How to show a topological space is not metrizable? Define the topological space by taking the Reals and identifying all numbers divisible by 10 to a single point, call this space $∆$.
How do we show that $∆$ can not have a metric associated to it and that no space it is homeomorphic to is a metric space?
I think the way to proving that this $∆$ is not metrizable is to show it is not Hausdorff under this topology and the only problem points I can think of are the divisible integers - 
So I took 10 and 20 and see that they do not have discrete neighbourhoods but they don't need to since they're identified to the same point. I don't know if this space isn't Hausdorff and can't think of any other way to show it is not metrizable. 
 A: Some Hints: Let $(S^1_k)_{k\in\mathbb{Z}}$ be a countable family of copies of $S^1$ and let $p_k\in S_k^1$. Let $X$ be the quotient space obtained from the disjoint union $X'=\coprod_{z\in\mathbb{Z}} S_k^1$ by identifying the points $p_i$. Define a map $f:\Delta\to X$ by sending the image of each interval $[10k,10(k+1)]$ in $\Delta$ homeomorphically onto $S_k^1$ in such a way that $f([10k])=p$ where $p$ is the equivalence class of (any) $p_i$. Prove that $f$ is a homeomorphism.

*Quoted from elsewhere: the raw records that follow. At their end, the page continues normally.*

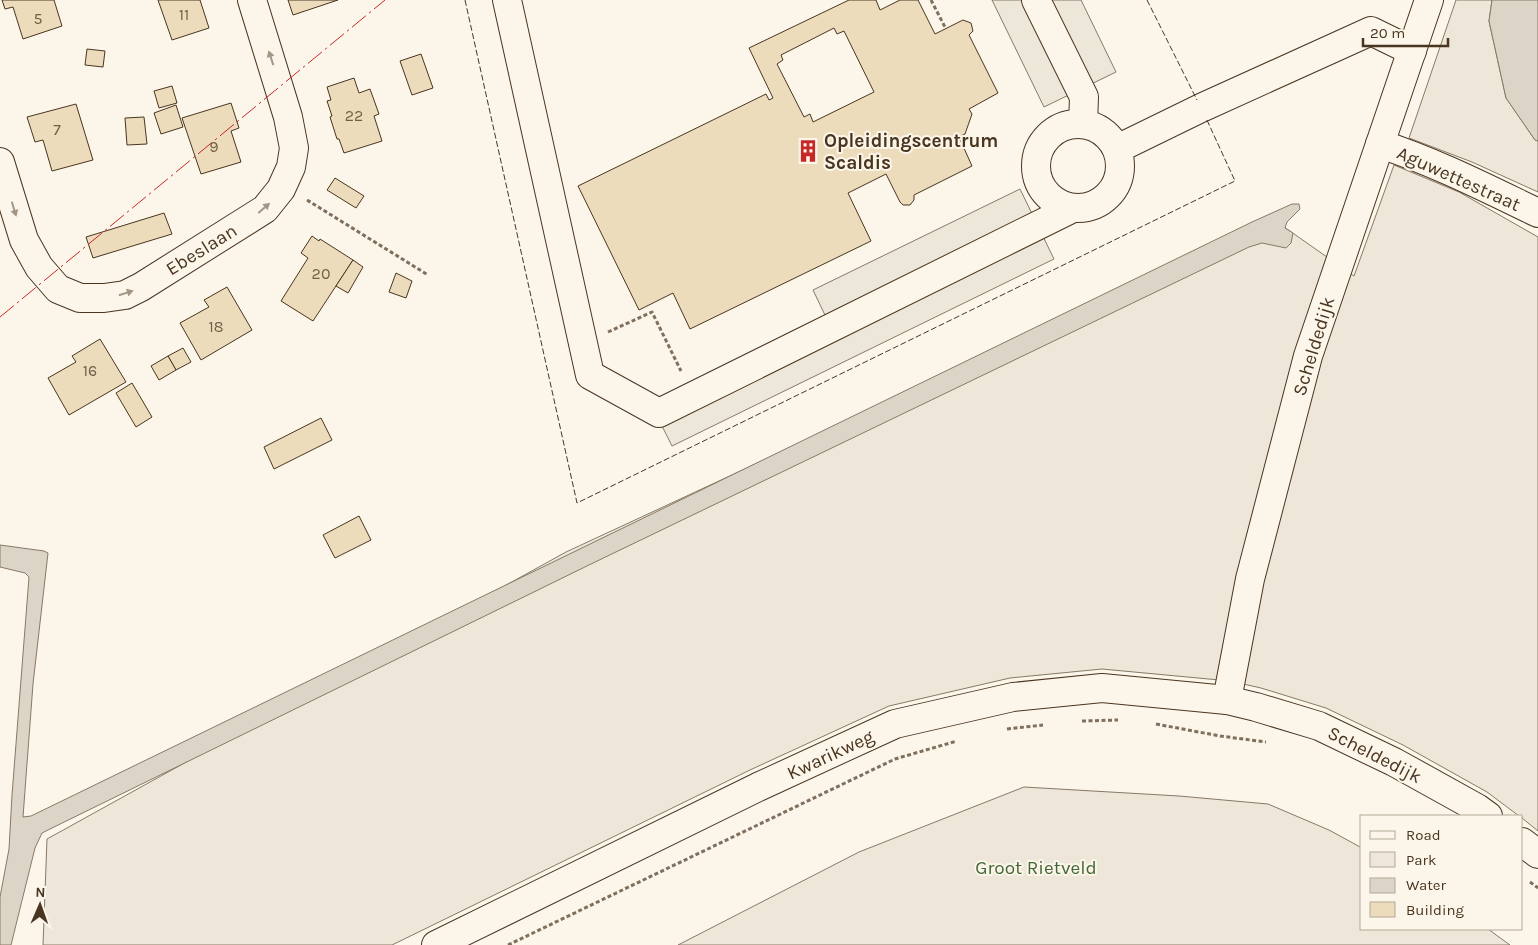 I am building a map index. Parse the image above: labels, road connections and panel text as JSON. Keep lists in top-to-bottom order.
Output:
{
  "streets": {
    "street": [
      "Aguwettestraat",
      "Ebeslaan",
      "Scheldedijk",
      "Kwarikweg"
    ]
  },
  "crossings": [
    ["Aguwettestraat", "Scheldedijk"],
    ["Scheldedijk", "Kwarikweg"]
  ],
  "parks": ["Groot Rietveld"],
  "places": {
    "building": ["Opleidingscentrum Scaldis"]
  },
  "house_numbers": [
    "11",
    "5",
    "22",
    "7",
    "9",
    "20",
    "18",
    "16"
  ],
  "legend": [
    "Road",
    "Park",
    "Water",
    "Building"
  ],
  "scale_bar": "20 m",
  "north": "top"
} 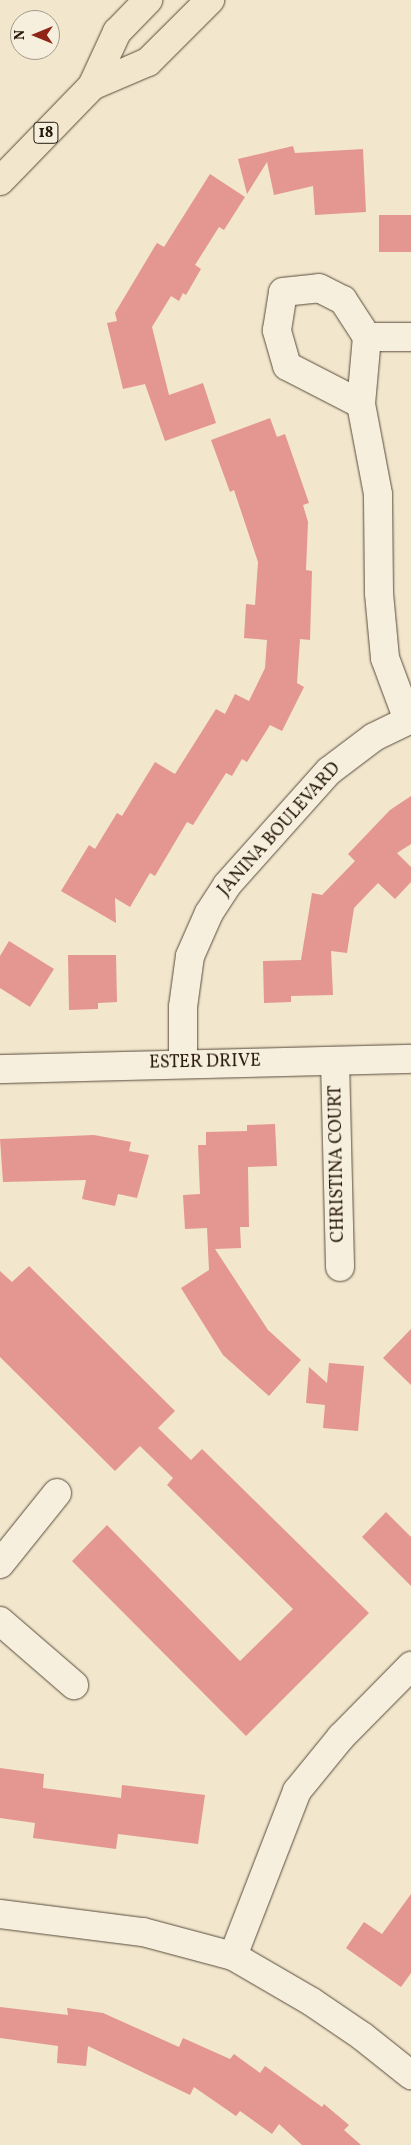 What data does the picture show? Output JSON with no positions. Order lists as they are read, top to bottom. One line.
{"streets":{"main road":["18"],"street":["JANINA BOULEVARD","ESTER DRIVE","CHRISTINA COURT"]},"crossings":[["JANINA BOULEVARD","ESTER DRIVE"],["ESTER DRIVE","CHRISTINA COURT"]],"north":"left"}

Argue by contradiction: If $\Delta$ where metrizable with a metric $d$, it induces a metric on $X$ by defining $d'(x,y)=d(f^{-1}(x),f^{-1}(y))$ for $x,y\in X$. The collection $(B(p,1/k))_{k\in\mathbb{N}^*}$ (where $B(u,r)$ is the open ball with center $u$ and radius $r>0$) is a countable neighborhood basis for $p$. From here you can easily derive a contradiction (if not, see Proving infinite wedge sum of circles isn't first countable to find the contradiction).
A: You can show that the new ideintified point $10\mathbb{Z}$ ,the equivalence class of your identified integers (we could also use $\mathbb{Z}$, it's the same result) does not have a countable local base of neighbourhoods. 
And as all metric spaces are first countable, this shows the quotient space is not metrisable.